QUESTION: My students use the computer lab for 1 hour per week and work on various other projects with their teacher. We watch National Geographic videos, play songs in English and, once in a while, watch a whole movie. This year I would like to offer the same activities, but I am looking for something outside of the coursebook publisher's materials. Can you help?
There are two suggestions we would like to offer you. The first has to do with computer lab activities and the second with project work tasks.
1. To begin, work with your teachers as 'a member of the team' to experiment with downloading from ESL/EFL websites. You can add new activities to what you've already used successfully into by-level syllabi (i.e. pre-junior to pre-lower). In your question, you write that you'd like to use the same activities you found in commercial software; this may mean that you and your teachers will need to create activities on your own. (Visit websites for making worksheets and card/ board games, e.g. http://www.mes-english.com/ http://www.eslhq.com/)
2. Your teachers do projects with their learners. Great! You could attempt to expand the range and variety of project work tasks. First of all, plan to organize your pool of project tasks by topic. Within each topic you can then list your tasks by level. (www.manythings.org or www.esl-library.com)
EXAMPLE TASK (for B1 learners):
Read and or listen to the text at http://www.manythings.org/wikipedia/22002.html.
1. Find the names of some of the indigenous populations of today's Canada. (Search for "aboriginal peoples of Canada").
2. List the ten provinces and three territories of Canada.
Project Work: Draw a map of Canada and label it with your answers from 1. and 2. above.
Here are three ways to start your pool of project work tasks:
(1) Hold project events (or Project Day) where learners can display artistic project work for other learners or parents to view. Both teachers and learners will be motivated to 'show their stuff' at the Project Day. Learners can begin by writing or drawing their impressions and thoughts. Some can be encouraged to create simple media projects (like 6-slide powerpoint presentations or 30-second video clips) with their teacher's guidance to share with their peers,
(2) Search and select reading/listening texts by project theme. Choose texts which, with a few elicitation questions written by the teacher, will stimulate the learners to express their opinions and pursue discussion. Extension activities of such discussion can include class debates, polls using student-written questionnaires and in-class writing of pair interviews on the topic of these texts.
(3) Find short films and plan Observation tasks, appropriate to learners' ages and levels. Observation tasks can be helpful for teaching 'body language' and other paralinguistic features of human communication.
EXAMPLE OF AN OBSERVATION TASK:
You select a 40-second sequence - a scene from a film where two strangers (an elderly man in a suit and tie and a young woman in a jogging suit) on a city park bench begin a conversation.
Pre-viewing: Teacher shows a still of the two characters,using pause button and no sound, and asks the following elicitation questions: "Where are these two people?", "What can you tell about them from their appearance, posture, dress...?", "Do they know each other?" Learners answer.
While-viewing: (1) "Without listening to what is being said, observe both people and tell me more about them or, if you want to, change the answers you gave me before." Teacher plays the sequence with no sound.
(2) "Let's look at this bit once more.

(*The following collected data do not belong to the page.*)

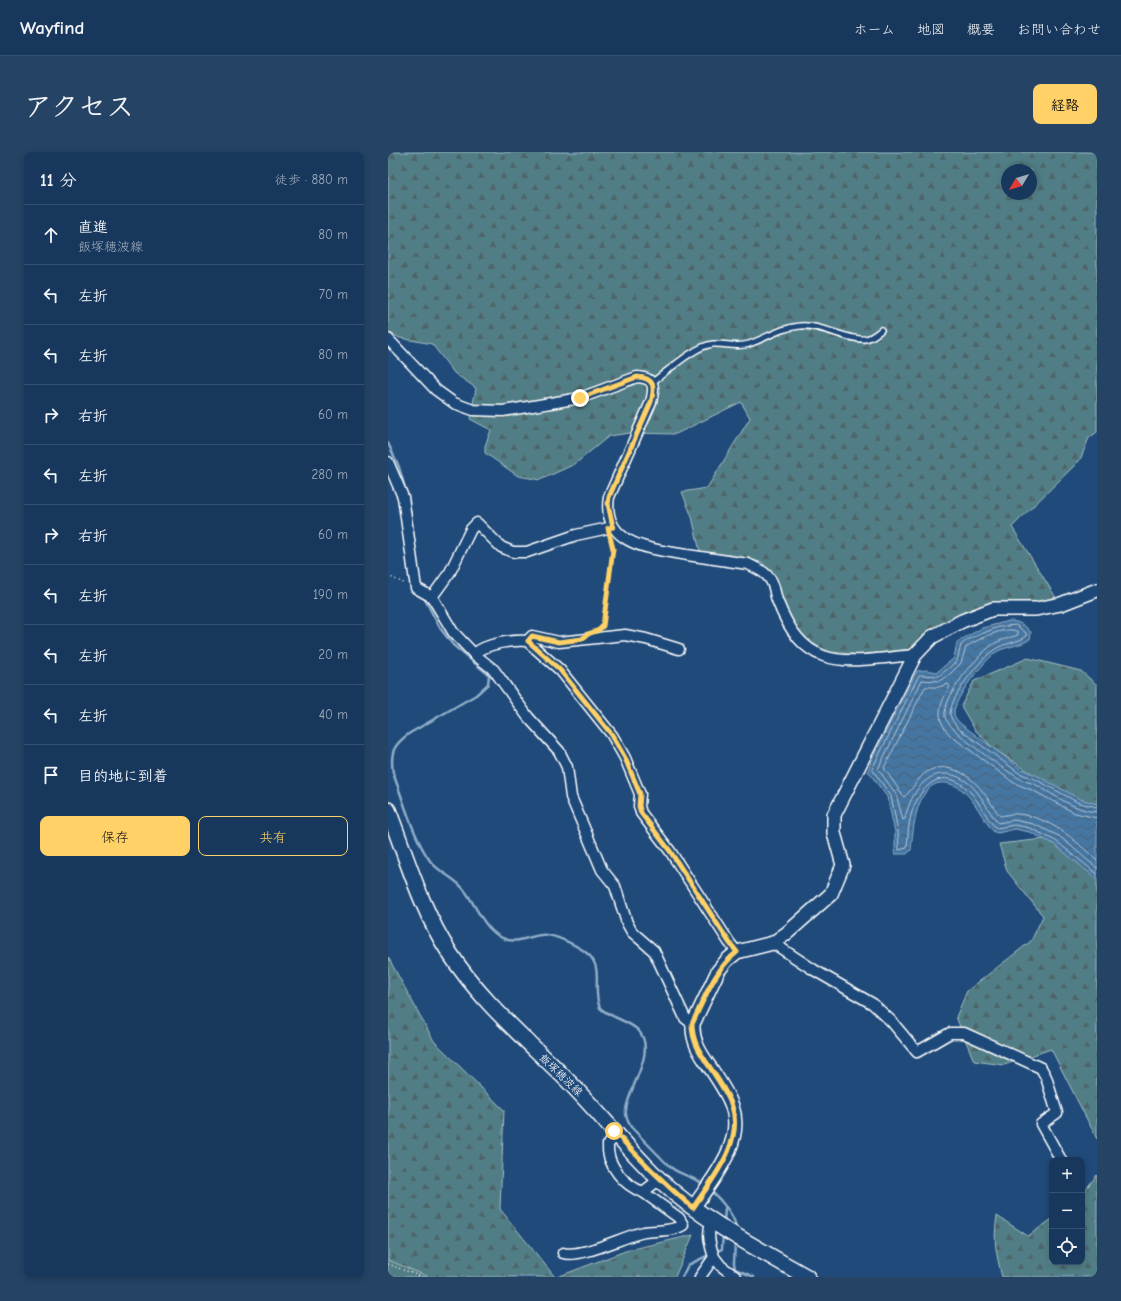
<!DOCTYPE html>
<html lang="ja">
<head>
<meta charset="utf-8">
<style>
  body { margin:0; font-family:"Comic Neue","Klee One",sans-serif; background:#244365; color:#f1f3f6 }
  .controls { position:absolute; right:12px; bottom:12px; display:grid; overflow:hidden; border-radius:8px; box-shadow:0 2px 6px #0003 }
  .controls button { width:36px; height:36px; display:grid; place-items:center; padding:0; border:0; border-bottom:1px solid #365272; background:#17385c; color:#f1f3f6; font:20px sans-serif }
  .compass { position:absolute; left:613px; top:12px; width:36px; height:36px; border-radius:50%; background:#17385c; box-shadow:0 2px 6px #0003; rotate:232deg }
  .stop { position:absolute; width:12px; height:12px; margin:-9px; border:3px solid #ffd166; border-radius:50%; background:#fff }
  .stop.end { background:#ffd166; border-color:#fff; box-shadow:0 1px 4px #0008 }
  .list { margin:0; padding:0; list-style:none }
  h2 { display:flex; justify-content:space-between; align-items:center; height:52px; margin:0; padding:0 16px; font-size:17px }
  h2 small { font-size:13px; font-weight:400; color:#9eacbb }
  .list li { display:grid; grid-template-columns:26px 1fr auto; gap:12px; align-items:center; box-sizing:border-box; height:60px; padding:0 16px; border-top:1px solid #365272 }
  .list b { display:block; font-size:15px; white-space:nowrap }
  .list p { margin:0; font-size:13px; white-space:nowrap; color:#9eacbb }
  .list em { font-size:13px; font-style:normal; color:#9eacbb }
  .actions { display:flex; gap:8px; padding:12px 16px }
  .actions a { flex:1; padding:9px 0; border:1px solid #ffd166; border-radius:8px; text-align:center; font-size:14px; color:#ffd166 }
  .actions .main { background:#ffd166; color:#111 }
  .icon { flex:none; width:22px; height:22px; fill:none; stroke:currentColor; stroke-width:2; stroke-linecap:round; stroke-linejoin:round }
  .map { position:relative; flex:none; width:709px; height:1125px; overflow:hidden; border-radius:8px }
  header { display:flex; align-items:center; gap:24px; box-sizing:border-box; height:56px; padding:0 20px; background:#17385c; border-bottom:1px solid #365272 }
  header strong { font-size:19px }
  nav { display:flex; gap:22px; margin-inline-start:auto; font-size:14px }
  .intro { display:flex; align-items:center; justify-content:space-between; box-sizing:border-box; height:96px; padding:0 24px }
  h1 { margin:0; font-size:28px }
  .button { padding:10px 18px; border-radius:8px; background:#ffd166; color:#111; font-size:14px; font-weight:700 }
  main { display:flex; gap:24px; padding:0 24px }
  aside { flex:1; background:#17385c; border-radius:8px; box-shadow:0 2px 6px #0003 }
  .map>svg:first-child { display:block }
  .forest { fill:url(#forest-firs); stroke:#a8bec2; fill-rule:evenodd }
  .park { fill:url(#park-tufts); stroke:#a8bec2 }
  .water { fill:url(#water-waves); stroke:#8fadc7 }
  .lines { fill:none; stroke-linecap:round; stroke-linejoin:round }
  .shore { stroke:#b5c8da; stroke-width:1 }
  .stream { stroke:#8fadc7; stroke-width:2.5 }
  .service-casing { stroke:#fff; stroke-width:8 }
  .minor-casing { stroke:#fff; stroke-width:13 }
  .tertiary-casing { stroke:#fff; stroke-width:16 }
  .secondary-casing { stroke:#fff; stroke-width:18 }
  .path { stroke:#fff; stroke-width:1.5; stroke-dasharray:1 3; stroke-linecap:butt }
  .service { stroke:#1f4a7a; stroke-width:5 }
  .minor { stroke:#1f4a7a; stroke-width:10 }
  .tertiary { stroke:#1f4a7a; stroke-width:13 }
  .secondary { stroke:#1f4a7a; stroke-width:15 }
  .route { stroke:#ffd166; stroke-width:5 }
  .labels { text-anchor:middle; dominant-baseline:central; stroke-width:3.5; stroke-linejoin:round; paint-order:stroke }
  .street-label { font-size:11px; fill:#fff; stroke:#1f4a7a }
</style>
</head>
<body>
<header>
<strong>Wayfind</strong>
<nav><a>ホーム</a><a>地図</a><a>概要</a><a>お問い合わせ</a></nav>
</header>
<div class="intro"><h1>アクセス</h1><a class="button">経路</a></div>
<main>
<aside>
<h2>11 分<small>徒歩 · 880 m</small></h2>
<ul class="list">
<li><svg class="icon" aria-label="ahead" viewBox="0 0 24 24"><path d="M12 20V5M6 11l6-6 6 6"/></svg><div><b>直進</b><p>飯塚穂波線</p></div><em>80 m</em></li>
<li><svg class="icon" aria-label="left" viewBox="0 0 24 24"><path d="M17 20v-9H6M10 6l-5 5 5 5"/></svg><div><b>左折</b></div><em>70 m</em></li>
<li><svg class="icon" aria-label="left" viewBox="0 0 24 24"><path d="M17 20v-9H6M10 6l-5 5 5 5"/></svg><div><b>左折</b></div><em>80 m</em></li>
<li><svg class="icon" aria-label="right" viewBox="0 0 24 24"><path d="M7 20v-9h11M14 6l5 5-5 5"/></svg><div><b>右折</b></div><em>60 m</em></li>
<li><svg class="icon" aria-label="left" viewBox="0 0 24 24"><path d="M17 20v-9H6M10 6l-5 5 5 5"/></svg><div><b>左折</b></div><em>280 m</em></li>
<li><svg class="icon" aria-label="right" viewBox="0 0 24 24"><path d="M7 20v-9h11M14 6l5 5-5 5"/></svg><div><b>右折</b></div><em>60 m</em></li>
<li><svg class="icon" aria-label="left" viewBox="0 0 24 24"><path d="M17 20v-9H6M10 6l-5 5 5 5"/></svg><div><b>左折</b></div><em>190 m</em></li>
<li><svg class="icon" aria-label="left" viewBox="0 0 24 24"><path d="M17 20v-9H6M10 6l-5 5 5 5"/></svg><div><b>左折</b></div><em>20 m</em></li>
<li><svg class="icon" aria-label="left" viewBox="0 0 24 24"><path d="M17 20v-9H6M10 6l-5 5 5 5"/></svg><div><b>左折</b></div><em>40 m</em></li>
<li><svg class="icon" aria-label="arrive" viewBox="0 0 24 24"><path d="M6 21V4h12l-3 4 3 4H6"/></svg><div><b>目的地に到着</b></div></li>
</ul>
<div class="actions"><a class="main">保存</a><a>共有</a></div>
</aside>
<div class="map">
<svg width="709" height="1125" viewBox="0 0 709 1125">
  <defs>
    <pattern id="forest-firs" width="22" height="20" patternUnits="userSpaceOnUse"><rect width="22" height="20" fill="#517e86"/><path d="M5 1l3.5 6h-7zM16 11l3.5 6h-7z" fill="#4e6569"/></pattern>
    <pattern id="park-tufts" width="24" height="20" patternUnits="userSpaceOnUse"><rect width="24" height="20" fill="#517e86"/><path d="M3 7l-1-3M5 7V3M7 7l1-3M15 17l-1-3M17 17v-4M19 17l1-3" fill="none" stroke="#4e6569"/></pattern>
    <pattern id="water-waves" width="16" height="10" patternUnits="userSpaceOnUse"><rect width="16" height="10" fill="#4576a2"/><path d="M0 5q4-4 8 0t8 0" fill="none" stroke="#495f73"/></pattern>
  </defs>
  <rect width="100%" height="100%" fill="#1f4a7a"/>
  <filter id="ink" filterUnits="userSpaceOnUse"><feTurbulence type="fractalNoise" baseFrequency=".025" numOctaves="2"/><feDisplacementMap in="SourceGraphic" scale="8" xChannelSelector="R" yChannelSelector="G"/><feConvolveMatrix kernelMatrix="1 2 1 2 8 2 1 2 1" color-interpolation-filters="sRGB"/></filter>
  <g filter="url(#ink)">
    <g class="forest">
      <path d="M0 0H709V280L701 286 692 308 624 375 667 444 648 457 628 450H606L568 465 542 479 523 497 472 503 443 500 421 491 406 474 393 445 389 428 374 410 312 400 304 365 294 340 319 336 362 266 353 250 288 282 242 281 221 284 187 312 152 328 130 324 97 301V294L103 278 82 267 88 236 66 221 44 192 12 186 0 180ZM619 18H643V42H619Z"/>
      <polygon points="640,506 693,519 709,533 709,658 680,645 606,597 587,578 573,554 586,529"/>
      <polygon points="665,686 709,714 709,987 663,897 616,913 586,909 568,865 579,839 643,789 655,764 619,719 611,692"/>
      <polygon points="0,805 46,889 116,958 112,1057 167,1125 0,1125"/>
      <path d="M709 1023V1125H614C608 1101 605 1089 609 1064L640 1084 664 1067V1110H694V1042Z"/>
      <polygon points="305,1083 287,1125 169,1125 240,1098"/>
    </g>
    <polygon class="park" points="0,1108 41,1125 0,1125"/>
    <path class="water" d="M621 469C631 469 636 473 643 480L642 487C633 494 620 494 610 499 597 507 565 547 566 562 567 566 570 569 573 572L633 617 650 624 692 647 709 652V727L666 692 641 680 627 677 610 681 606 680C594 667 588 649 574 638 570 634 563 632 558 631 528 627 525 679 523 698L519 702H507V680L499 645 480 619 483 609 529 519 539 518 549 520 566 506 569 490 594 476Z"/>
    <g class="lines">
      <g class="shore">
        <path d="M709 655 691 651 649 628 631 621 570 576C567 572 563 568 562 562 562 545 593 506 607 497 616 491 630 491 639 484L638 481 628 473 610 475 579 488 573 493 569 509 551 524 531 523 484 617 503 644 510 679 511 698 519 696C520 685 520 673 523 663 530 638 550 614 576 634 590 645 596 664 608 676L627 673 642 676 668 689 709 722"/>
        <path d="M709 660C687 659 667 643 648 633 642 630 635 629 629 625 615 617 560 578 557 565 554 545 589 504 604 493 611 488 621 486 630 483V480C619 472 589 488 578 495L573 511 561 523 551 529 534 528 490 617 508 642 515 668 517 667C523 637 546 607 579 630 593 640 599 658 610 671L626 668 645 672 671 684 709 716"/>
        <path d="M709 666 687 661 644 638 626 631 563 584C546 566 551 554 562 534L560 532 551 535H537L496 616 516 645C525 638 529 626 539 620 545 616 552 615 559 616 587 621 597 644 612 664 617 664 622 661 628 662 659 663 688 688 709 709"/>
      </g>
      <g class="stream">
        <polyline points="0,291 11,315 20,346"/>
        <polyline points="21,353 26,390"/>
        <path d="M35 444 52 476 65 493 101 523 100 532 88 543 22 581C5 593 2 600 5 621 15 647 26 688 43 710 53 722 68 726 77 739 89 755 97 780 117 787 129 792 141 784 153 783 165 781 193 795 202 804 215 818 204 838 212 856 223 866 239 868 250 878 270 899 240 936 238 958 237 964 240 970 243 975L281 1014C291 1023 305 1024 316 1033"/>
        <path d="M323 1039C332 1047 348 1064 348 1077"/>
        <polyline points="336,1071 337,1056"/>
        <polyline points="347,1090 346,1111 347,1117 366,1125"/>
        <polyline points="327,1100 334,1097 335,1082"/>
        <polyline points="294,1125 300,1113 323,1102"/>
      </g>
      <defs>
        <path id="service" d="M263 231C279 220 306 194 325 192 337 191 348 196 361 192 379 186 391 176 412 174 433 172 461 189 477 187 484 186 488 182 493 178"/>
        <g id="minor">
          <path d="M0 187 48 238 66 251 85 258 115 259 192 246 249 225C267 226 267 235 263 250L221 345C213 394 265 397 299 403 319 406 340 409 360 412 370 417 381 421 385 433 387 437 387 443 389 448 418 524 458 509 527 503"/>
          <polyline points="0,310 15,345 28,436 44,445 65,480 86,502 106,518 140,565 171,599 179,615 183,645 214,718 227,734 239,771 244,780 266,799 297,866 305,872"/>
          <polyline points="44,445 62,420 83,377 89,371 113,395 125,400 139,400 188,383 225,375"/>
          <polyline points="139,489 144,484 171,490 237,483 258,487 291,497"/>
          <path d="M86 502C99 491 124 488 139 489L172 518 224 583 237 606 252 642 251 654 253 661 282 699 341 790 349 800"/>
          <polyline points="385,791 426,818 485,852 504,870 529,900 562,881 576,881 653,916 658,925 669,961 653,972 673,1008"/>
          <path d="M230 982 220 992C218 1013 237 1034 255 1040L272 1027"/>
          <path d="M175 1101C195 1106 233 1085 256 1080 268 1078 284 1080 295 1073L291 1066 255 1040"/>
          <polyline points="326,1105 333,1114 348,1125"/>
          <path d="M312 1125 326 1105C322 1093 319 1083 323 1070"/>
        </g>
        <path id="tertiary" d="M305 1056C324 1027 357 991 344 954 339 940 329 926 321 914 312 901 304 889 305 872L330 819 339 808 349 800 385 791 399 781 443 742 455 713 446 681V663L527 503 544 485 574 469 605 457H648L673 452 709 438"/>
        <path id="secondary" d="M0 658C19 706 33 757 61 800 93 850 138 887 179 928 212 961 240 998 274 1030 317 1070 369 1096 419 1125"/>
      </defs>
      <use href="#service" class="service-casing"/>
      <use href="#minor" class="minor-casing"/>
      <use href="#tertiary" class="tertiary-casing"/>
      <use href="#secondary" class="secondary-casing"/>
      <g class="path">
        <polyline points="0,424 18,432"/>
        <polyline points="213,476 215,474 225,397 222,386"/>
        <polyline points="0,1112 34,1125"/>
      </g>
      <use href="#service" class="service"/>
      <use href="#minor" class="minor"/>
      <use href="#tertiary" class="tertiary"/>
      <use href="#secondary" class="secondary"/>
    </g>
  </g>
  <g class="lines" filter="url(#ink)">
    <path class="route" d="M192 246 249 225C267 226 267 235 263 250L221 345 220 352 225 375 220 376 225 397 215 474 211 478 200 482 194 487 171 490 144 484 140 489 172 518 224 583 237 606 252 642 251 654 253 661 282 699 341 790 349 800C327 817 316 847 304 872 304 889 312 901 321 914 329 926 339 940 344 954 356 991 324 1027 305 1056 277 1032 251 1007 226 979"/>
  </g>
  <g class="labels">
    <g class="street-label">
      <text transform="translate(173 923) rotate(44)">飯塚穂波線</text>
    </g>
  </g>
</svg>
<div class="controls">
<button>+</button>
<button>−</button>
<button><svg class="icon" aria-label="locate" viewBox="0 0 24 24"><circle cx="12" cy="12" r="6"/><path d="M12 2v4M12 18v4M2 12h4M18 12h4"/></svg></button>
</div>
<svg class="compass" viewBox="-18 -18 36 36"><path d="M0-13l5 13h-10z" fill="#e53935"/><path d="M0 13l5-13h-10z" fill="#9eacbb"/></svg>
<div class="stop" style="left:226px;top:979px"></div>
<div class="stop end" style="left:192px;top:246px"></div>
</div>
</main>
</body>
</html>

Please note down any glances, gestures or movements both people make." After this second viewing, learners give their answers and guess what the dialogue between the two people is.
Post-viewing: "Let's hear what they are saying." Teacher plays the sequence with the sound up this time. Afterwards, the teacher asks. "When you heard them speak, how did your image of these people change?" Learners discuss their interpretations of body language and/or the dialogue.
A word of caution: Watching a whole movie is fine for 'exposure' to the target language, but, for 'teaching with film', remember that one minute of film can fill a 45-minute lesson! Specific pre-viewing, while-viewing and/or post-viewing tasks, which can elicit practice in listening, speaking, reading and writing, can be planned around even very short film segments and sequences. Film is a rich medium and communicates message after message (and, at times, a number of synchronous messages!), through visual, auditory and kinesthetic channels. In other words, a little bit of film goes a long way! Exploit this medium with a very few well-thought-out tasks requiring learners to view a short sequence more than once.